Search code examples
pythonmultithreadingperformancesortingmergesort

Sorting seems to be slower with 2 threads instead of 1


I'm beginning with threads in Python, and trying to implement a merge sort where, at the beginning, the job gets splitted into 2 threads. I'm using collections.deque, itertools.islice, threading.Thread.

I create two threads at the beginning, they do each half the job normally, then I join them and merge the result. But I noticed that it takes way longer (almost 2 twice as long) with two threads than it does when I do it normally.

How can this be possible ? Here is a link to the code, I can reproduce the main parts here if needed (I posted that question on Code Review SE too, and I'd rather keep this one short)

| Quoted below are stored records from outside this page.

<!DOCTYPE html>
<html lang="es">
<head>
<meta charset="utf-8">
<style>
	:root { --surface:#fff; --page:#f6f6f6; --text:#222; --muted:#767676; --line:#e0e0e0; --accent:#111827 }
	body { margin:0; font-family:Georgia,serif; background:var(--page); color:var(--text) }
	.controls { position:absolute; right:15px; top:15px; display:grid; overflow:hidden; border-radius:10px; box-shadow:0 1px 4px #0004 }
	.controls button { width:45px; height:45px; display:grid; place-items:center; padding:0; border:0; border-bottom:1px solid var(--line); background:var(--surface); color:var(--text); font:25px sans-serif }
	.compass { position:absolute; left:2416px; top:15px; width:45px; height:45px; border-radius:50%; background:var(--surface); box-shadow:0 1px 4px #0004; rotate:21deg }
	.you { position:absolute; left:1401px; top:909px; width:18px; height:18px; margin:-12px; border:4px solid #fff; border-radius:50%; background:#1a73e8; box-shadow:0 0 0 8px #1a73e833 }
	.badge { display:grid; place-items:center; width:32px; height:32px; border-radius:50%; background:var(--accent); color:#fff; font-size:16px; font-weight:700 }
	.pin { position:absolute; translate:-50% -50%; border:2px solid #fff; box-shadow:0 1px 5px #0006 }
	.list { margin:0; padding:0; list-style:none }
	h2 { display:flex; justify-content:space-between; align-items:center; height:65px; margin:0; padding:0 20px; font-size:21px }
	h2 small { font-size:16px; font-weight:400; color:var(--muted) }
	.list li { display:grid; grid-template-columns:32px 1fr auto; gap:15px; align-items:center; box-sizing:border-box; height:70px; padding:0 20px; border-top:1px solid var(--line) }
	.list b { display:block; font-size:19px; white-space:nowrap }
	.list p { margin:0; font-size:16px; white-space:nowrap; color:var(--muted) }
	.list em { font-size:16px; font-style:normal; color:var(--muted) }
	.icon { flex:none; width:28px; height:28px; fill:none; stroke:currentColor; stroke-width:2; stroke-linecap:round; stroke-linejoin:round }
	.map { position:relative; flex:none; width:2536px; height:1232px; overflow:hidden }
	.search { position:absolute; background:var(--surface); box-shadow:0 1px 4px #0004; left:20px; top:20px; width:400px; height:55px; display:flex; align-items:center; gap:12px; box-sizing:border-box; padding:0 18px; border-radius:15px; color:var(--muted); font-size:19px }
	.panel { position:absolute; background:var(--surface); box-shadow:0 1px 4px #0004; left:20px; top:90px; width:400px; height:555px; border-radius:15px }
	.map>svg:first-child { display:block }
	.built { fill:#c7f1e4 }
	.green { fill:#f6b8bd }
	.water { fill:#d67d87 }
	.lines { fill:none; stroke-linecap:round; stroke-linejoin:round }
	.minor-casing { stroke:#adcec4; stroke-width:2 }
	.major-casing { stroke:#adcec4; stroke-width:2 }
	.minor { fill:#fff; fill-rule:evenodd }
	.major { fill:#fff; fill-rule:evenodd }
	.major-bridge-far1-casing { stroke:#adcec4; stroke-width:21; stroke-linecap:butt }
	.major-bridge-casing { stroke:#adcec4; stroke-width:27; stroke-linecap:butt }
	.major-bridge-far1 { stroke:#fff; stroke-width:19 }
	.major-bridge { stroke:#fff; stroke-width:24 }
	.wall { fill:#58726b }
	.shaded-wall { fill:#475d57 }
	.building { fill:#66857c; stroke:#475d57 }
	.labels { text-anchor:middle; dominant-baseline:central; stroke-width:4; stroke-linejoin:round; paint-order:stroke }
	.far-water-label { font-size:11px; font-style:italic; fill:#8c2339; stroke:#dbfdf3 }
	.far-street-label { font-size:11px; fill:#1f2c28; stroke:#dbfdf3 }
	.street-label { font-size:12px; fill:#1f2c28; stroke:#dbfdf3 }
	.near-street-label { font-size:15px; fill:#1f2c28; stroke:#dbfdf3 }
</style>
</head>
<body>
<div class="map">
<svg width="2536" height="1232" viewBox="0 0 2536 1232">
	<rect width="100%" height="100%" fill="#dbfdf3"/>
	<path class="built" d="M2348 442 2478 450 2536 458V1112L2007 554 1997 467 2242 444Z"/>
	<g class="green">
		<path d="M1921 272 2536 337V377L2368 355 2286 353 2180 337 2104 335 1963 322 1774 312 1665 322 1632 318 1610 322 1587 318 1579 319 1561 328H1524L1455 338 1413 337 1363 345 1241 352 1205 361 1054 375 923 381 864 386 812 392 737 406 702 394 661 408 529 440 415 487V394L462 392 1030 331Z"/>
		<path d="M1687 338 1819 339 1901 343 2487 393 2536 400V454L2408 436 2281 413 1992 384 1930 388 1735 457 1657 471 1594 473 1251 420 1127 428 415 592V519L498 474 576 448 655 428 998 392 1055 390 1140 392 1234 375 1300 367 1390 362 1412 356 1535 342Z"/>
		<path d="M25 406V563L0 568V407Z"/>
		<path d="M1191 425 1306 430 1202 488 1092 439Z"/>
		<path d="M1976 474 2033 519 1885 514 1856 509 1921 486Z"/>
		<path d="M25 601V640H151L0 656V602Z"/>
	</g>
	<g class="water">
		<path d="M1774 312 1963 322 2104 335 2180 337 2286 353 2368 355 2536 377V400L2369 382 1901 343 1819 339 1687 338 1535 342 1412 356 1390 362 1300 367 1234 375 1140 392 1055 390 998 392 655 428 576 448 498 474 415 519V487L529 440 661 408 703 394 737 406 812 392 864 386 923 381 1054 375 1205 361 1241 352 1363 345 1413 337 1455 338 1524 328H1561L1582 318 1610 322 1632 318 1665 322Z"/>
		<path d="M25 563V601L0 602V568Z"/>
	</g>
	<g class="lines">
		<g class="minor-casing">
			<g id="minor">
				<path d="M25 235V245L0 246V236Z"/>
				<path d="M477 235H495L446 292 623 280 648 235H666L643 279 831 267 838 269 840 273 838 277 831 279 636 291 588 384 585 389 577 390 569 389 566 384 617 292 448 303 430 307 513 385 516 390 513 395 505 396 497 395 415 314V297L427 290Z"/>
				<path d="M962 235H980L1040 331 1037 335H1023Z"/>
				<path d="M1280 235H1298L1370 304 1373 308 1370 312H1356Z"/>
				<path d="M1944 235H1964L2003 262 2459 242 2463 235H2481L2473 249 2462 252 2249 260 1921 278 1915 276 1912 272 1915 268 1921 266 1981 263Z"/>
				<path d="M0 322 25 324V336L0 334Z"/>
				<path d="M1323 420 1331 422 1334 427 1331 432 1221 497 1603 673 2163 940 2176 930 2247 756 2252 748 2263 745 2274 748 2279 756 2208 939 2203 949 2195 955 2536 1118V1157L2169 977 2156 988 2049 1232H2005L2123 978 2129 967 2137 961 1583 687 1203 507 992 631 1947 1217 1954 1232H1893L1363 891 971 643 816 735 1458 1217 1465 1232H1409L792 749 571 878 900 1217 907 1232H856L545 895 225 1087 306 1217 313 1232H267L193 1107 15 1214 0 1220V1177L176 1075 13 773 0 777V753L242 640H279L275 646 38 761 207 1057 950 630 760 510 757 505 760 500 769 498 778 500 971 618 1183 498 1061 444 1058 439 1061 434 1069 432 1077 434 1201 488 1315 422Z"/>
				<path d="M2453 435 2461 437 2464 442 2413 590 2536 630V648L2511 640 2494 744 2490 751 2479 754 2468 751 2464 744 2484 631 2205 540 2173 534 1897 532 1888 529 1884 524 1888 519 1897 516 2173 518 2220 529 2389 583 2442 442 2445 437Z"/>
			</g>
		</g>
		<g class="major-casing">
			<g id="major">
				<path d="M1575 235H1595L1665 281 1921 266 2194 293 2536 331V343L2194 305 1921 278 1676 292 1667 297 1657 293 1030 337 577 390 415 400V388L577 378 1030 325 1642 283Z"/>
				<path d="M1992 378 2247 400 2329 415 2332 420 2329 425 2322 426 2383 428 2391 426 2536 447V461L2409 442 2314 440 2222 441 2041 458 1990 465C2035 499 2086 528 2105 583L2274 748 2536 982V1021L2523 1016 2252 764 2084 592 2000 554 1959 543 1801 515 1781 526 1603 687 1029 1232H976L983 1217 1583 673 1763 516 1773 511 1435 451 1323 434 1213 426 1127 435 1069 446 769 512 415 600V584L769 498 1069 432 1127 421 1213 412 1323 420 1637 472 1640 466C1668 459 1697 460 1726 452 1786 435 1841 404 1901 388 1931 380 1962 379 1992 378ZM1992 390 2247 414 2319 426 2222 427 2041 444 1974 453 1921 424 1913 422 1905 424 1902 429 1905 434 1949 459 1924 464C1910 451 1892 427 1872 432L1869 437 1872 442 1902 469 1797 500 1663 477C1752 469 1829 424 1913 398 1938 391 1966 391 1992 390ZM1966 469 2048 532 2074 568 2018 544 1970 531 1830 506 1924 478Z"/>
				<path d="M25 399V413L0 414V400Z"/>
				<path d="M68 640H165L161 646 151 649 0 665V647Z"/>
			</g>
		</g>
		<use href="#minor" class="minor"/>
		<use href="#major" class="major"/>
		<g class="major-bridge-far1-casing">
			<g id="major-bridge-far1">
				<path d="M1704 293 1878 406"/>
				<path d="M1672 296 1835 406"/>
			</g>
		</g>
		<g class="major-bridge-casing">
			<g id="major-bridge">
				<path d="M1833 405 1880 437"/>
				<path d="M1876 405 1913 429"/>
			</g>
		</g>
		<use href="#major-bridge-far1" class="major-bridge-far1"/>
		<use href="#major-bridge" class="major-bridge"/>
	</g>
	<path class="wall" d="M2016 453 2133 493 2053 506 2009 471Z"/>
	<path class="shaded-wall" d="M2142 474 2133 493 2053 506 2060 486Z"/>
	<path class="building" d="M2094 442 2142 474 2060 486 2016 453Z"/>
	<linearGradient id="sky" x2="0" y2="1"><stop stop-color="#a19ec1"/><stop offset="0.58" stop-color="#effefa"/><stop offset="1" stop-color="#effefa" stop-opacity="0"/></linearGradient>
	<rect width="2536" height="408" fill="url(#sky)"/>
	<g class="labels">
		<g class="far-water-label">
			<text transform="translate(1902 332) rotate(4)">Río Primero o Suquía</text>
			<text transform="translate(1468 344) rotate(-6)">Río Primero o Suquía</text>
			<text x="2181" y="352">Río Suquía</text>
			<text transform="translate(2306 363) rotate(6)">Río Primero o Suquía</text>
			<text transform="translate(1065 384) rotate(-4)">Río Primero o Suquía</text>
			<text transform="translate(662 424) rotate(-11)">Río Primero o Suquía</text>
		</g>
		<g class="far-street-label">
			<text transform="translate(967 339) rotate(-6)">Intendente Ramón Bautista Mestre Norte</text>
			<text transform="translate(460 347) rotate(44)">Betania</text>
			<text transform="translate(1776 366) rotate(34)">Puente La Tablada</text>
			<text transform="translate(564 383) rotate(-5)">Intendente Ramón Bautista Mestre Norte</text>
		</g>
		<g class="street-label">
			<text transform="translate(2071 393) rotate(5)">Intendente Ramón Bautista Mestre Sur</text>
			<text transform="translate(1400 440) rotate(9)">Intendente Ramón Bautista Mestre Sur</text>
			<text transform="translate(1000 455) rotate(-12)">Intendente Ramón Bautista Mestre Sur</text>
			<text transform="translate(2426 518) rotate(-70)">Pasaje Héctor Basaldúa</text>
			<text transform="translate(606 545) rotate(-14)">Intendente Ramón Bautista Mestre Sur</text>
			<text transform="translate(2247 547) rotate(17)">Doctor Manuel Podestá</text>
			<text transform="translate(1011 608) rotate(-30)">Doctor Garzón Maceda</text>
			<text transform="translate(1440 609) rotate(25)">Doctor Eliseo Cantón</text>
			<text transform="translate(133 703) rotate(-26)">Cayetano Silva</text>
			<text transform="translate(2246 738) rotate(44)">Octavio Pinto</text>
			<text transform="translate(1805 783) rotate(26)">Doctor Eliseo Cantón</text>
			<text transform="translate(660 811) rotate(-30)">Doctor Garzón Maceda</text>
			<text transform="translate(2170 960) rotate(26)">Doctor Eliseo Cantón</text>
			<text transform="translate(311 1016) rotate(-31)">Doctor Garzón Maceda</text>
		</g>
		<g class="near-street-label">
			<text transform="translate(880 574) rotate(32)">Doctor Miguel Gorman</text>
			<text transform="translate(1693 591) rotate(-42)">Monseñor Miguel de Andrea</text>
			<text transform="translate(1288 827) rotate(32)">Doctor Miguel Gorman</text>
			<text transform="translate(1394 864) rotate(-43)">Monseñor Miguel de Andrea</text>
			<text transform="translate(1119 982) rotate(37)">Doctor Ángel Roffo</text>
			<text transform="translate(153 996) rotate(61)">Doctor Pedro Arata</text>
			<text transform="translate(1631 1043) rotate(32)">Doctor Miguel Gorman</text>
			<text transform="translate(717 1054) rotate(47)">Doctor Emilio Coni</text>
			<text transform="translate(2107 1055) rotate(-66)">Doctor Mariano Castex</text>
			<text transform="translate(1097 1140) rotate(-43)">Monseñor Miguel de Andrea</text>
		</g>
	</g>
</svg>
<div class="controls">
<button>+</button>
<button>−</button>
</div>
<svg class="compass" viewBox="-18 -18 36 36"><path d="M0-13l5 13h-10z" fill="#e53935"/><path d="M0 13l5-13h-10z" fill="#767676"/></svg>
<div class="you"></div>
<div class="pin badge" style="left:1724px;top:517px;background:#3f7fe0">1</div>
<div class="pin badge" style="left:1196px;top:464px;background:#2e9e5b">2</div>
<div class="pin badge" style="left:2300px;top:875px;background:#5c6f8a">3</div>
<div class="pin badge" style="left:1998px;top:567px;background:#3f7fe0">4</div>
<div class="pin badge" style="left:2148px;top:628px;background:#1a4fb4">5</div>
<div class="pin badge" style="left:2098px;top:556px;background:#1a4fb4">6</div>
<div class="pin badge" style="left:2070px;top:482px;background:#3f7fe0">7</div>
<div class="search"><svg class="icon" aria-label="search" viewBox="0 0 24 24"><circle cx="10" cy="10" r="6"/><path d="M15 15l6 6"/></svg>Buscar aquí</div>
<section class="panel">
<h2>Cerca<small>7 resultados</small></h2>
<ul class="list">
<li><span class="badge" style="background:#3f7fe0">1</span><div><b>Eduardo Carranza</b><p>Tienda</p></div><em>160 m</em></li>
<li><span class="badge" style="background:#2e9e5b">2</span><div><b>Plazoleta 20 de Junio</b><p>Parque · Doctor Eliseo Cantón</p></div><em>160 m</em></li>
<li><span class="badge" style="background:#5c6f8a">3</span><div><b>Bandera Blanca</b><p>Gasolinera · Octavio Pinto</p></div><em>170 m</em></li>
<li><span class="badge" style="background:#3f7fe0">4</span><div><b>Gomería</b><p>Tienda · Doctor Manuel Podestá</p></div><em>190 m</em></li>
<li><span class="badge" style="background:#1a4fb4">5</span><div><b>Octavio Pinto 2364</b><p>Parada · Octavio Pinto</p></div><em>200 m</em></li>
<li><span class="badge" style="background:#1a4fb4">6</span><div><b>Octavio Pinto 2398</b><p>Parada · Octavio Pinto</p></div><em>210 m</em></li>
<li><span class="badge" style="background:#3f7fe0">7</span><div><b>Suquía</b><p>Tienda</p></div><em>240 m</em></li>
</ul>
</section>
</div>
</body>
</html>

Is it linked to this question (seems to be a similar problem in C++) ? Thank you very much.


Solution

  • How can this be possible?

    Unlike C++, Python is quite difficult to parallelize because of the GIL.

    While collections.deque's append and popleft are thread-safe, this does not guarantee that they'll perform well in a non-serial paradigm.

    Is it linked to this question?

    No. The GIL is a property of CPython. It is totally disjoint from false sharing.

    It takes way longer (almost 2 twice as long) with two threads than it does when I do it normally.

    This is because the GIL doesn't support shared memory multithreading. As such, you're essentially running your code serially twice.